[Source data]

##########

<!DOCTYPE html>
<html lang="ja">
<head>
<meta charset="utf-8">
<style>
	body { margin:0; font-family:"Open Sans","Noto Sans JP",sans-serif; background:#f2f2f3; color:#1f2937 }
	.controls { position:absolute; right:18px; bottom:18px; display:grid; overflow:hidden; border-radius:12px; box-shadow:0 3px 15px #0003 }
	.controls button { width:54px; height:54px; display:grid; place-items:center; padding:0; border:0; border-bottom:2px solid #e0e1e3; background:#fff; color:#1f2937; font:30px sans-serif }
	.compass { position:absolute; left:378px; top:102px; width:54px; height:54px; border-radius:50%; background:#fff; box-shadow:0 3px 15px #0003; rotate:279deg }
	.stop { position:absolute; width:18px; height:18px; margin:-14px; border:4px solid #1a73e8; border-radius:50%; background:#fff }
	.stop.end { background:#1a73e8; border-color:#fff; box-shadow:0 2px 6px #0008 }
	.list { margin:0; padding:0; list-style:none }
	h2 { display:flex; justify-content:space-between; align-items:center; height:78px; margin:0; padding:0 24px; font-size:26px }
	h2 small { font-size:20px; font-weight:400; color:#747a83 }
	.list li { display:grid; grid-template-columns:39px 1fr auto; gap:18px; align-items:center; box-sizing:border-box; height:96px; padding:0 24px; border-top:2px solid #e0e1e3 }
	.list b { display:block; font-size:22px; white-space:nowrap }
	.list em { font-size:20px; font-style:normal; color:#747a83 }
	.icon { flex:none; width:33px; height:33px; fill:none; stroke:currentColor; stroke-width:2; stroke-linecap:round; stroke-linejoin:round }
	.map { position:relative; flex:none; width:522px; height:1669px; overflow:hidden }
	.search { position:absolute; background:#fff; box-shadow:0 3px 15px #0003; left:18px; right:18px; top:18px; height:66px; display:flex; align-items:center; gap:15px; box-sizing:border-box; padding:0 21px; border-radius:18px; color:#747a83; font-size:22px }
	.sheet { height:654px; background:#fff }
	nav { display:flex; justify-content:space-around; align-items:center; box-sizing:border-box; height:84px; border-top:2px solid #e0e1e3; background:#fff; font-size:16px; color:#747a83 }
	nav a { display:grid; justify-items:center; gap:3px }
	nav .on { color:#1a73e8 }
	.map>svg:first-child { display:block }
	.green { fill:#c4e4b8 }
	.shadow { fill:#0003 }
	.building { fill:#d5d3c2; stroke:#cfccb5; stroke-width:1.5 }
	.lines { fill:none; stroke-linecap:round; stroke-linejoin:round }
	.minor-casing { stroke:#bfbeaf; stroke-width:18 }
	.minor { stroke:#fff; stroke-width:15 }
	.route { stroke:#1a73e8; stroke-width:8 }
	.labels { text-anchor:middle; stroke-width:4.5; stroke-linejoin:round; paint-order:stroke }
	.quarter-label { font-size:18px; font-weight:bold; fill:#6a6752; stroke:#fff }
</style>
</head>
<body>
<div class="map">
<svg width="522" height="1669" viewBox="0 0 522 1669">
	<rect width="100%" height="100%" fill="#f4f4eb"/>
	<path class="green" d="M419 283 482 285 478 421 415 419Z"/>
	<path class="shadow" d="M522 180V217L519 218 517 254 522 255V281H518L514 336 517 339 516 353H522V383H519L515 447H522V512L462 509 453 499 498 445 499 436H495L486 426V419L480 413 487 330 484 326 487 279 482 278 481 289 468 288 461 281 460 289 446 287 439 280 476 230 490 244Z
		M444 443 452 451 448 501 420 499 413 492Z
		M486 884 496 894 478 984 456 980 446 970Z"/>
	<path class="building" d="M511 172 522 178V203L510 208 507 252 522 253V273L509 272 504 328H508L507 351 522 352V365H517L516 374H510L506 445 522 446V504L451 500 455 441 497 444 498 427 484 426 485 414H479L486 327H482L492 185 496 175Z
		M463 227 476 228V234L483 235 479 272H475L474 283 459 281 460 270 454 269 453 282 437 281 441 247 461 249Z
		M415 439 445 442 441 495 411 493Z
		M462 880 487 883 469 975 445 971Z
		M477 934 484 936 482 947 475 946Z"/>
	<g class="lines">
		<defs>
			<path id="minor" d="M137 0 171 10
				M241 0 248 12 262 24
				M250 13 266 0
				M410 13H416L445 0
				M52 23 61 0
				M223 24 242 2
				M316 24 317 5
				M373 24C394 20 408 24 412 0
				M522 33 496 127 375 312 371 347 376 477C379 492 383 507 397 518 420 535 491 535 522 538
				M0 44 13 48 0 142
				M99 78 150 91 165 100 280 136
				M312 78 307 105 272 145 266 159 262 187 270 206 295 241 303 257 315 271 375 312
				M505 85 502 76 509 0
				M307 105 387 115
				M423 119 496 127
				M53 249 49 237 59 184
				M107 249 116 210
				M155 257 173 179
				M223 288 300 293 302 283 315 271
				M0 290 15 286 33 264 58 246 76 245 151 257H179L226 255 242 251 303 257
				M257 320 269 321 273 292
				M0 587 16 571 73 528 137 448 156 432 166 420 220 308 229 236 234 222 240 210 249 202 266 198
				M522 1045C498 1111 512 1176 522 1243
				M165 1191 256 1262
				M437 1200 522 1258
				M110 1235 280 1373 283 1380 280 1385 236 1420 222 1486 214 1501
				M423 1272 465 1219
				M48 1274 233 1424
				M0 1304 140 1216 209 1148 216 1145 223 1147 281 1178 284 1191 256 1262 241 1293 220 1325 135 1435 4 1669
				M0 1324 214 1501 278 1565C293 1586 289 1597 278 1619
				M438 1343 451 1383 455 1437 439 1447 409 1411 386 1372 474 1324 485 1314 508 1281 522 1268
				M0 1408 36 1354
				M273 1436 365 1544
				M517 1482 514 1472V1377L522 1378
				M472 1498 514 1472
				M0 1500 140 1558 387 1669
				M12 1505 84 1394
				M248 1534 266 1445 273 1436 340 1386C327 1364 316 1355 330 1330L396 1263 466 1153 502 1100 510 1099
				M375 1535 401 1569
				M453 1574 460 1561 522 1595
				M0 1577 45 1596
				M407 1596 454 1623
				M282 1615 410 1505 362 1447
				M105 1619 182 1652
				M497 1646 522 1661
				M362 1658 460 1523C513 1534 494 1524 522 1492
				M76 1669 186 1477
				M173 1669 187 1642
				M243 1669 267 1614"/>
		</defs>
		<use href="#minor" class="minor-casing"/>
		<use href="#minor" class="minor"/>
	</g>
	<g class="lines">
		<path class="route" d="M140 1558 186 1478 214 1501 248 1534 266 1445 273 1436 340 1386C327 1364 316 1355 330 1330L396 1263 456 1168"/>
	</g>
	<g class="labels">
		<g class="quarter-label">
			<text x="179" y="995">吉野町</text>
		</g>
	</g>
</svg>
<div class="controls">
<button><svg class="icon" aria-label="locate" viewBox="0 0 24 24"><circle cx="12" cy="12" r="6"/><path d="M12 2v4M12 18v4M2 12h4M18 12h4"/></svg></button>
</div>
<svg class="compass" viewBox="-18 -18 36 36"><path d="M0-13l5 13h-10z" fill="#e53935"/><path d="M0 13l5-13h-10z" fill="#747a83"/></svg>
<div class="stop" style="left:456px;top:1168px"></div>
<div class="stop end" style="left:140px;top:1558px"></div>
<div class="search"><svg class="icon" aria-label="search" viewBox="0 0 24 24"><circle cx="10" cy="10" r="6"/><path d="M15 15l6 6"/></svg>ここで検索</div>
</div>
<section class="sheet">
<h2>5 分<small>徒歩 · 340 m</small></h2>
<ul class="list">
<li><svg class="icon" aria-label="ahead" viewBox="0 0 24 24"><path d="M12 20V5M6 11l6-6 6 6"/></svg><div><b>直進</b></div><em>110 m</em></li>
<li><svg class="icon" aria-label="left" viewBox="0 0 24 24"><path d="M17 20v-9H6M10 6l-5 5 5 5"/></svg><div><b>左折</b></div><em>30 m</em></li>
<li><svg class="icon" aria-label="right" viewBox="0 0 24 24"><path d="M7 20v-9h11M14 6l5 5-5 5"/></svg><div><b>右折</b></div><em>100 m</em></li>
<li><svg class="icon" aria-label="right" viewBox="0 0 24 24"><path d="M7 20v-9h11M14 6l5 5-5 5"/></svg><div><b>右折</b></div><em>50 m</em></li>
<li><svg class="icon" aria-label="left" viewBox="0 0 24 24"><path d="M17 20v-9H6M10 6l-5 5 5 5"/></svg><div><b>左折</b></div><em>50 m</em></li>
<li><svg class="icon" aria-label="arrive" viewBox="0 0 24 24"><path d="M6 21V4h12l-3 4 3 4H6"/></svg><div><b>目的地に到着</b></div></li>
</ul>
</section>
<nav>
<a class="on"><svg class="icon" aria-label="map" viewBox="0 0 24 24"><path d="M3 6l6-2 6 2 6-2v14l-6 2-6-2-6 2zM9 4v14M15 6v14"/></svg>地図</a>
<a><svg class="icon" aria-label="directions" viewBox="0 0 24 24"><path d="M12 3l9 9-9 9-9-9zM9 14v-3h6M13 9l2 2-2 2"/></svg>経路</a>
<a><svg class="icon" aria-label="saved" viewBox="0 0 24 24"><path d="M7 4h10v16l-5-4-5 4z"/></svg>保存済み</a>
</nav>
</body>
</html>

##########

**Assigned task**
Exactly the lines running from the top of the records to the line that contains "font-size:20px; font-style:normal; color:#747a83", inclusive, must be set down, and nothing more.

**Result of this exercise**
<!DOCTYPE html>
<html lang="ja">
<head>
<meta charset="utf-8">
<style>
	body { margin:0; font-family:"Open Sans","Noto Sans JP",sans-serif; background:#f2f2f3; color:#1f2937 }
	.controls { position:absolute; right:18px; bottom:18px; display:grid; overflow:hidden; border-radius:12px; box-shadow:0 3px 15px #0003 }
	.controls button { width:54px; height:54px; display:grid; place-items:center; padding:0; border:0; border-bottom:2px solid #e0e1e3; background:#fff; color:#1f2937; font:30px sans-serif }
	.compass { position:absolute; left:378px; top:102px; width:54px; height:54px; border-radius:50%; background:#fff; box-shadow:0 3px 15px #0003; rotate:279deg }
	.stop { position:absolute; width:18px; height:18px; margin:-14px; border:4px solid #1a73e8; border-radius:50%; background:#fff }
	.stop.end { background:#1a73e8; border-color:#fff; box-shadow:0 2px 6px #0008 }
	.list { margin:0; padding:0; list-style:none }
	h2 { display:flex; justify-content:space-between; align-items:center; height:78px; margin:0; padding:0 24px; font-size:26px }
	h2 small { font-size:20px; font-weight:400; color:#747a83 }
	.list li { display:grid; grid-template-columns:39px 1fr auto; gap:18px; align-items:center; box-sizing:border-box; height:96px; padding:0 24px; border-top:2px solid #e0e1e3 }
	.list b { display:block; font-size:22px; white-space:nowrap }
	.list em { font-size:20px; font-style:normal; color:#747a83 }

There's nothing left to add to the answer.